Hofgard attorney Lloyd Jordan stressed that the settlement does not contain any admission from the couple of liability or fraud. He said the settlement frees the Hofgards to pursue damages from their contractors through their own lawsuits. In the meantime, Jordan said he thinks the $1.3 million in restitution to the homeowners is “fair” compensation.
“We believe it’s a comfortable amount of money,” he said. Asked whether he thought more of the Hofgards’ money might be needed, Jordan declined to speculate.
Marc Moskowitz, an attorney who represents one couple who paid $765,000 for a condominium unit in a Columbia Heights rowhouse, said the settlement will not come close to satisfying the entire group of Hofgard home buyers. His clients, Patricia and T.J. Simon, need at least $500,000 to correct their home’s problems, including a master bedroom whose ceiling was vulnerable to collapse. Additionally, Moskowitz said the Simons and others bought homes with additions or designs that need variances from the city’s Board of Zoning Adjustment — a costly, time-consuming process.

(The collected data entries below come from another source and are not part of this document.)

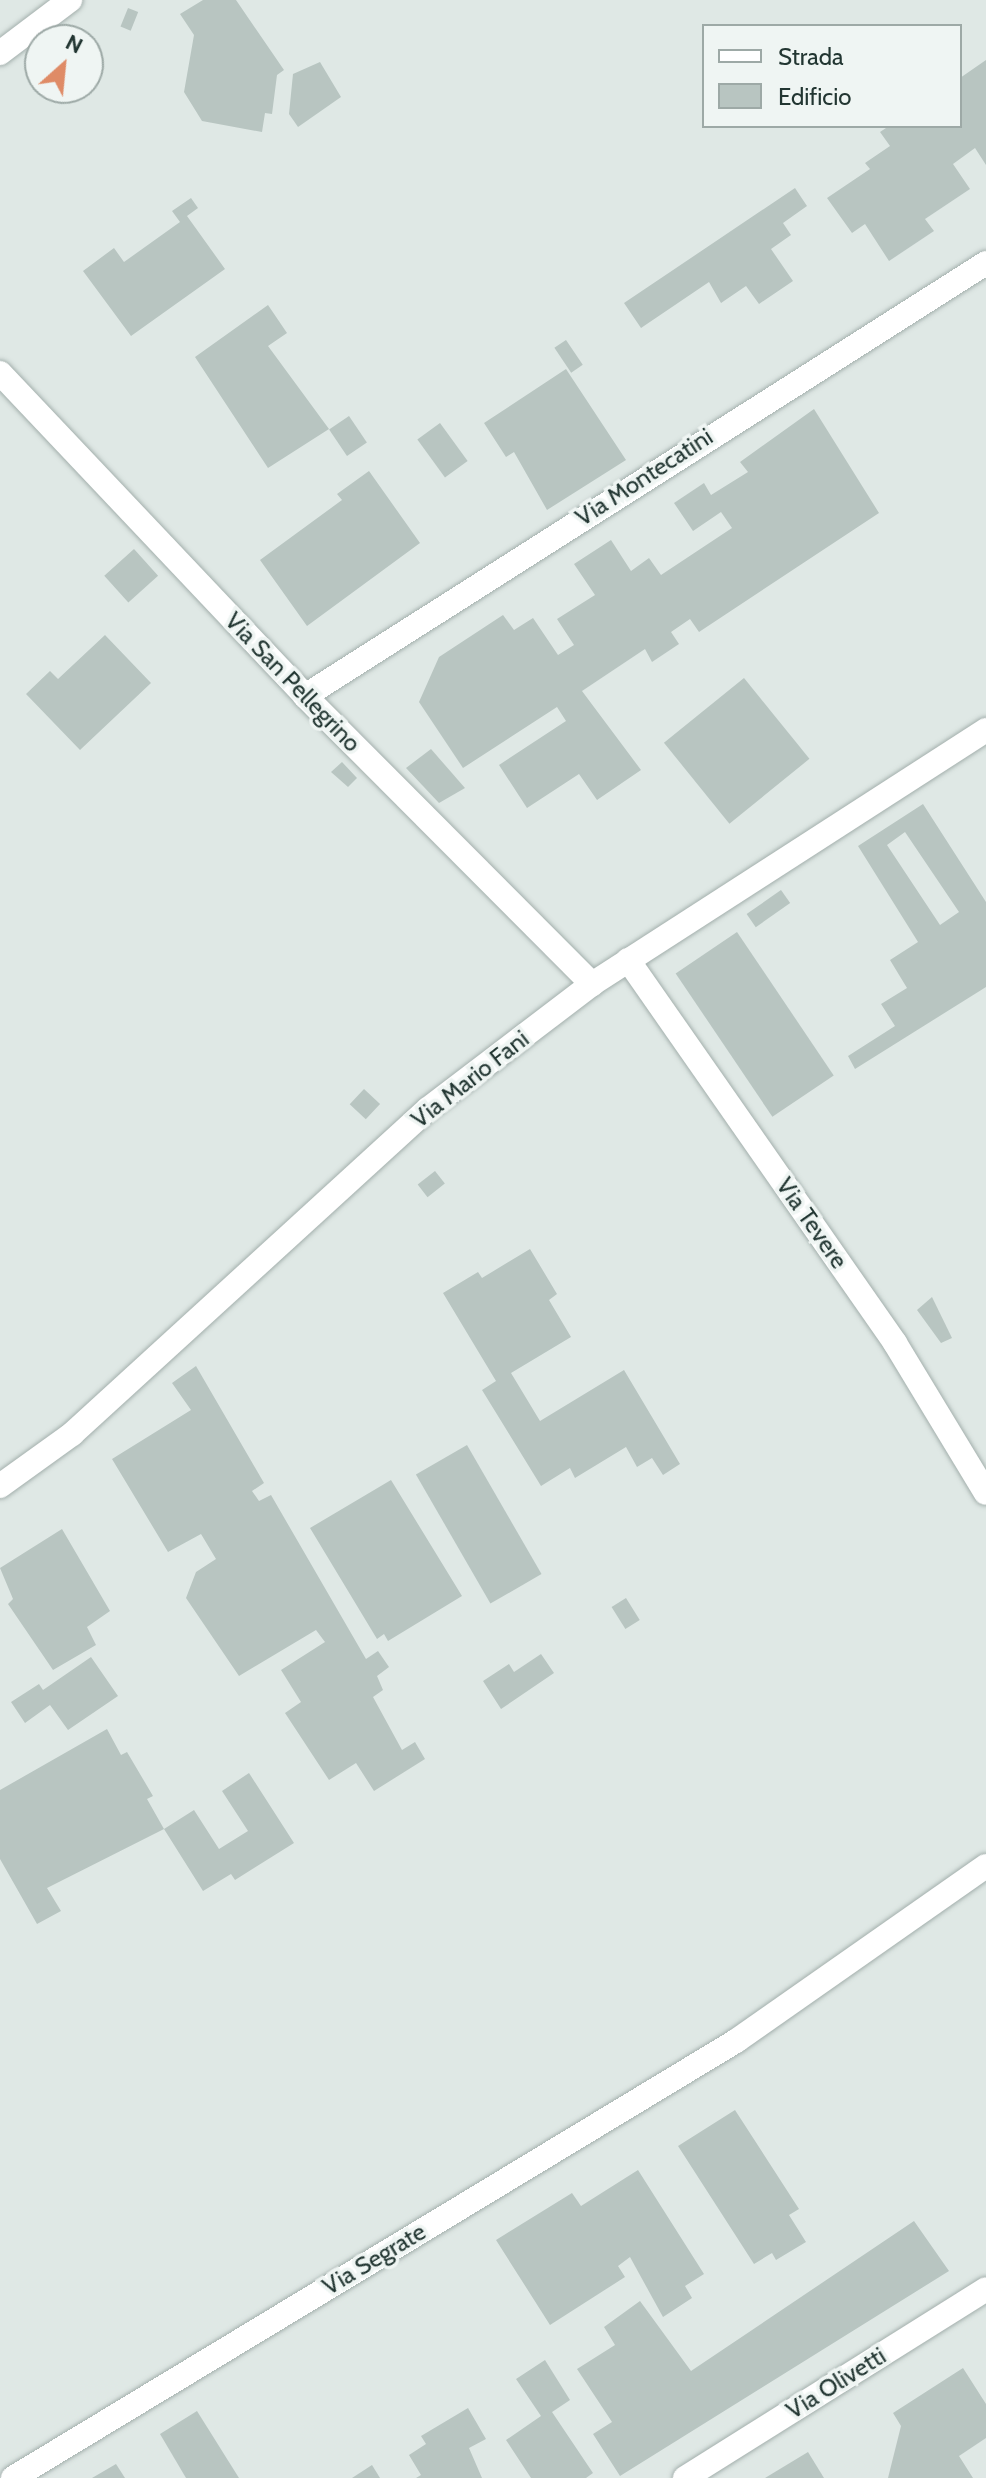 <!DOCTYPE html>
<html>
<head>
<meta charset="utf-8">
<style>
  body { margin:0 }
  #map { position:relative; width:986px; height:2478px; overflow:hidden; background:#dfe8e5; font-family:Cabin,sans-serif }
  div>[style] { position:absolute }
  .building>* { inset:0; background:#b8c5c1; transform-origin:0 0 }
  .roads { filter:drop-shadow(0 0 2px #a3afac) drop-shadow(0 0 2px #a3afac) }
  .minor>* { height:24px; margin:-12px; padding:0 12px; transform-origin:12px; border-radius:12px; background:#fff }
  span { translate:-50% -50%; white-space:nowrap; text-align:center; line-height:1.15; -webkit-text-stroke:7px #eff5f3; paint-order:stroke }
  .street-label { font-size:24px; color:#223632 }
  .legend { position:absolute; left:702px; top:24px; width:260px; height:104px; box-sizing:border-box; background:#eff5f3; border:2px solid #9da9a6; margin:0; padding:10px 14px; list-style:none; font-size:24px; color:#223632 }
  .legend li { display:flex; align-items:center; gap:16px; height:40px }
  .legend b { width:40px; border:2px solid #9da9a6 }
  .north { position:absolute; left:24px; top:24px; width:80px; height:80px; box-sizing:border-box; background:#eff5f3; border:2px solid #9da9a6; border-radius:50%; rotate:27deg; font-size:22px; font-weight:700; line-height:32px; text-align:center; color:#223632 }
  .north::after { content:''; display:block; margin:auto; width:28px; height:36px; background:#df8b66; clip-path:polygon(50% 0,100% 100%,50% 72%,0 100%) }
</style>
</head>
<body>
<div id="map">
  <div class="building">
    <i style="clip-path:polygon(203px 0,236px 0,284px 70px,277px 75px,272px 114px,265px 113px,262px 132px,202px 121px,184px 92px,194px 35px,180px 14px)"></i>
    <i style="left:128px;top:8px;width:11px;height:20px;rotate:22deg"></i>
    <i style="clip-path:polygon(986px 60px,986px 165px,975px 148px,953px 164px,970px 189px,925px 219px,934px 231px,889px 261px,865px 224px,852px 233px,827px 198px,870px 169px,865px 163px,890px 146px,880px 132px,889px 126px,960px 126px,960px 78px)"></i>
    <i style="clip-path:polygon(320px 62px,341px 97px,298px 127px,289px 114px,293px 74px)"></i>
    <i style="clip-path:polygon(795px 188px,807px 206px,783px 223px,791px 235px,771px 249px,793px 281px,759px 304px,746px 286px,721px 303px,709px 282px,641px 328px,624px 303px)"></i>
    <i style="clip-path:polygon(191px 198px,198px 208px,187px 216px,225px 269px,131px 336px,83px 271px,114px 248px,124px 262px,180px 222px,172px 211px)"></i>
    <i style="clip-path:polygon(268px 305px,287px 333px,268px 346px,329px 429px,268px 468px,195px 357px)"></i>
    <i style="left:566px;top:340px;width:30px;height:14px;rotate:56deg"></i>
    <i style="clip-path:polygon(566px 369px,626px 460px,547px 510px,514px 452px,506px 457px,484px 423px)"></i>
    <i style="clip-path:polygon(814px 409px,879px 513px,699px 632px,690px 619px,671px 632px,679px 644px,652px 662px,645px 649px,582px 691px,641px 770px,597px 800px,579px 774px,527px 808px,499px 765px,566px 721px,557px 707px,463px 768px,419px 702px,439px 657px,503px 615px,514px 630px,533px 618px,558px 655px,574px 645px,557px 619px,595px 595px,574px 564px,611px 540px,631px 571px,649px 558px,661px 575px,732px 528px,721px 512px,693px 531px,674px 503px,704px 483px,711px 495px,748px 472px,740px 462px)"></i>
    <i style="left:349px;top:416px;width:32px;height:24px;rotate:56deg"></i>
    <i style="left:440px;top:423px;width:47px;height:28px;rotate:54deg"></i>
    <i style="clip-path:polygon(369px 471px,420px 543px,307px 626px,260px 560px,342px 500px,337px 494px)"></i>
    <i style="left:134px;top:549px;width:36px;height:40px;rotate:48deg"></i>
    <i style="clip-path:polygon(105px 635px,151px 683px,80px 750px,26px 694px,50px 671px,58px 679px)"></i>
    <i style="left:744px;top:678px;width:104px;height:103px;rotate:51deg"></i>
    <i style="clip-path:polygon(431px 749px,465px 788px,439px 803px,406px 768px)"></i>
    <i style="clip-path:polygon(342px 762px,357px 778px,348px 787px,331px 772px)"></i>
    <i style="clip-path:polygon(evenodd,923px 804px,986px 902px,986px 987px,855px 1069px,848px 1056px,895px 1026px,881px 1004px,907px 988px,890px 960px,918px 942px,858px 846px,923px 804px,905px 832px,959px 912px,940px 925px,887px 845px,905px 832px)"></i>
    <i style="left:781px;top:890px;width:16px;height:42px;rotate:55deg"></i>
    <i style="left:737px;top:932px;width:173px;height:74px;rotate:56deg"></i>
    <i style="left:364px;top:1089px;width:22px;height:21px;rotate:43deg"></i>
    <i style="left:435px;top:1171px;width:16px;height:22px;rotate:52deg"></i>
    <i style="clip-path:polygon(530px 1249px,557px 1294px,549px 1300px,571px 1337px,511px 1373px,540px 1421px,624px 1370px,680px 1464px,663px 1475px,652px 1458px,637px 1467px,626px 1447px,575px 1478px,570px 1468px,541px 1486px,482px 1390px,496px 1381px,443px 1293px,478px 1272px,482px 1278px)"></i>
    <i style="clip-path:polygon(932px 1297px,952px 1338px,941px 1343px,917px 1310px)"></i>
    <i style="clip-path:polygon(196px 1366px,264px 1483px,252px 1491px,259px 1501px,271px 1495px,366px 1659px,378px 1651px,389px 1667px,377px 1676px,383px 1690px,373px 1697px,402px 1750px,415px 1742px,425px 1759px,374px 1791px,356px 1763px,329px 1780px,285px 1713px,301px 1702px,281px 1670px,325px 1642px,316px 1630px,239px 1676px,186px 1598px,196px 1572px,216px 1559px,201px 1534px,168px 1552px,112px 1459px,191px 1410px,172px 1383px)"></i>
    <i style="left:467px;top:1445px;width:149px;height:59px;rotate:60deg"></i>
    <i style="clip-path:polygon(391px 1480px,462px 1596px,388px 1641px,384px 1634px,377px 1639px,310px 1528px)"></i>
    <i style="clip-path:polygon(62px 1529px,110px 1611px,87px 1627px,96px 1645px,53px 1670px,8px 1604px,13px 1599px,0 1568px)"></i>
    <i style="left:626px;top:1598px;width:26px;height:17px;rotate:58deg"></i>
    <i style="clip-path:polygon(541px 1654px,554px 1673px,501px 1709px,483px 1681px,509px 1664px,514px 1672px)"></i>
    <i style="clip-path:polygon(91px 1657px,118px 1696px,68px 1730px,50px 1705px,25px 1723px,11px 1702px,39px 1684px,43px 1690px)"></i>
    <i style="clip-path:polygon(107px 1729px,121px 1755px,127px 1752px,153px 1796px,147px 1799px,164px 1829px,47px 1888px,61px 1911px,37px 1924px,0 1859px,0 1790px)"></i>
    <i style="clip-path:polygon(249px 1773px,294px 1843px,235px 1880px,231px 1874px,203px 1891px,164px 1829px,194px 1810px,219px 1849px,248px 1831px,222px 1791px)"></i>
    <i style="clip-path:polygon(735px 2110px,799px 2209px,789px 2215px,806px 2242px,776px 2260px,772px 2253px,754px 2264px,678px 2146px)"></i>
    <i style="clip-path:polygon(638px 2170px,704px 2274px,685px 2286px,692px 2298px,663px 2317px,630px 2257px,618px 2266px,625px 2277px,550px 2325px,496px 2240px,572px 2193px,581px 2206px)"></i>
    <i style="clip-path:polygon(914px 2221px,949px 2271px,620px 2476px,593px 2434px,612px 2422px,577px 2369px,615px 2345px,604px 2327px,640px 2301px,691px 2371px)"></i>
    <i style="clip-path:polygon(545px 2360px,570px 2400px,552px 2412px,593px 2473px,586px 2478px,531px 2478px,506px 2440px,541px 2416px,516px 2379px)"></i>
    <i style="clip-path:polygon(963px 2368px,986px 2404px,986px 2438px,959px 2456px,973px 2478px,888px 2478px,901px 2426px,893px 2413px)"></i>
    <i style="clip-path:polygon(468px 2408px,486px 2439px,469px 2448px,482px 2478px,416px 2478px,421px 2475px,409px 2455px,426px 2444px,421px 2436px)"></i>
    <i style="clip-path:polygon(197px 2411px,239px 2478px,186px 2478px,160px 2434px)"></i>
    <i style="clip-path:polygon(808px 2452px,824px 2478px,765px 2478px)"></i>
    <i style="clip-path:polygon(116px 2464px,125px 2478px,92px 2478px)"></i>
    <i style="clip-path:polygon(372px 2465px,380px 2478px,352px 2478px)"></i>
  </div>
  <div class="roads">
    <div class="minor">
      <i style="left:0;top:53px;width:88px;rotate:-37.1deg"></i>
      <i style="left:0;top:373px;width:444px;rotate:46.6deg"></i>
      <i style="left:305px;top:696px;width:407px;rotate:45.1deg"></i>
      <i style="left:305px;top:696px;width:807px;rotate:-32.45deg"></i>
      <i style="left:628px;top:960px;width:467px;rotate:55.1deg"></i>
      <i style="left:895px;top:1343px;width:175px;rotate:58.8deg"></i>
      <i style="left:0;top:1486px;width:89px;rotate:-35.8deg"></i>
      <i style="left:72px;top:1434px;width:482px;rotate:-42.4deg"></i>
      <i style="left:428px;top:1109px;width:206px;rotate:-37.3deg"></i>
      <i style="left:592px;top:984px;width:469px;rotate:-32.8deg"></i>
      <i style="left:13px;top:2478px;width:845px;rotate:-31.15deg"></i>
      <i style="left:736px;top:2041px;width:305px;rotate:-35deg"></i>
      <i style="left:685px;top:2478px;width:355px;rotate:-32.1deg"></i>
    </div>
  </div>
  <div class="street-label">
    <span style="left:644px;top:477px;rotate:-33deg">Via Montecatini</span>
    <span style="left:293px;top:682px;rotate:46deg">Via San Pellegrino</span>
    <span style="left:470px;top:1079px;rotate:-38deg">Via Mario Fani</span>
    <span style="left:812px;top:1223px;rotate:55deg">Via Tevere</span>
    <span style="left:374px;top:2259px;rotate:-31deg">Via Segrate</span>
    <span style="left:836px;top:2383px;rotate:-32deg">Via Olivetti</span>
  </div>
  <ul class="legend">
  <li><b style="height:10px;background:#fff"></b>Strada</li>
  <li><b style="height:22px;background:#b8c5c1"></b>Edificio</li>
  </ul>
  <div class="north">N</div>
</div>
</body>
</html>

The Simons’s three-bedroom home, for instance, has an illegal rear addition that contains two bedrooms and two rear decks — a “pop-back.” Without a zoning variance, Moskowitz said, the couple will have to spend hundreds of thousands of dollars to remove the structure, rendering the home even less valuable for resale because it will have only one bedroom.
Many homeowners have long complained that the D.C. Department of Consumer and Regulatory Affairs (DCRA) did not respond quickly enough to complaints about the Hofgards and that the agency’s reliance on third-party inspections results in approvals for substandard homes.
Racine acknowledged as much. “With respect to some of the inspections and other activity prior to the lawsuit, I think DCRA has frankly acknowledged some mistakes in the past,” he said. “In fact, this has been a significant learning lesson for all of us.”
Matt Orlins, a DCRA spokesman, said in a statement that the agency “expeditiously” reviewed complaints and then “initiated a months-long investigation that resulted in dozens of infraction citations and more than $300,000 in penalties against the Hofgards.”
Brian Jacobson, 45, a website developer who bought a Hofgard home near Petworth, said he is angry that Racine did not consult him or others about the settlement. Jacobson, who is suing the Hofgards for more than $1 million in federal court, worries that the couple will delay making any payments, especially if more than $1.3 million is needed.
“We received an estimate that to fix our house would cost between $450,000 to $500,000,” said Jacobson, whose home came with unsafe lighting, a malfunctioning heating-and-cooling system, and an illegal second kitchen in the basement. “If you look at $1.3 million and divided it by 19 properties, it’s not enough to get an architect to make a drawing.”
Marus, the attorney general’s spokesman, said legal negotiations between the city and the Hofgards had to be kept confidential.
“These consumers under the settlement will get everything they’re entitled to,” he said.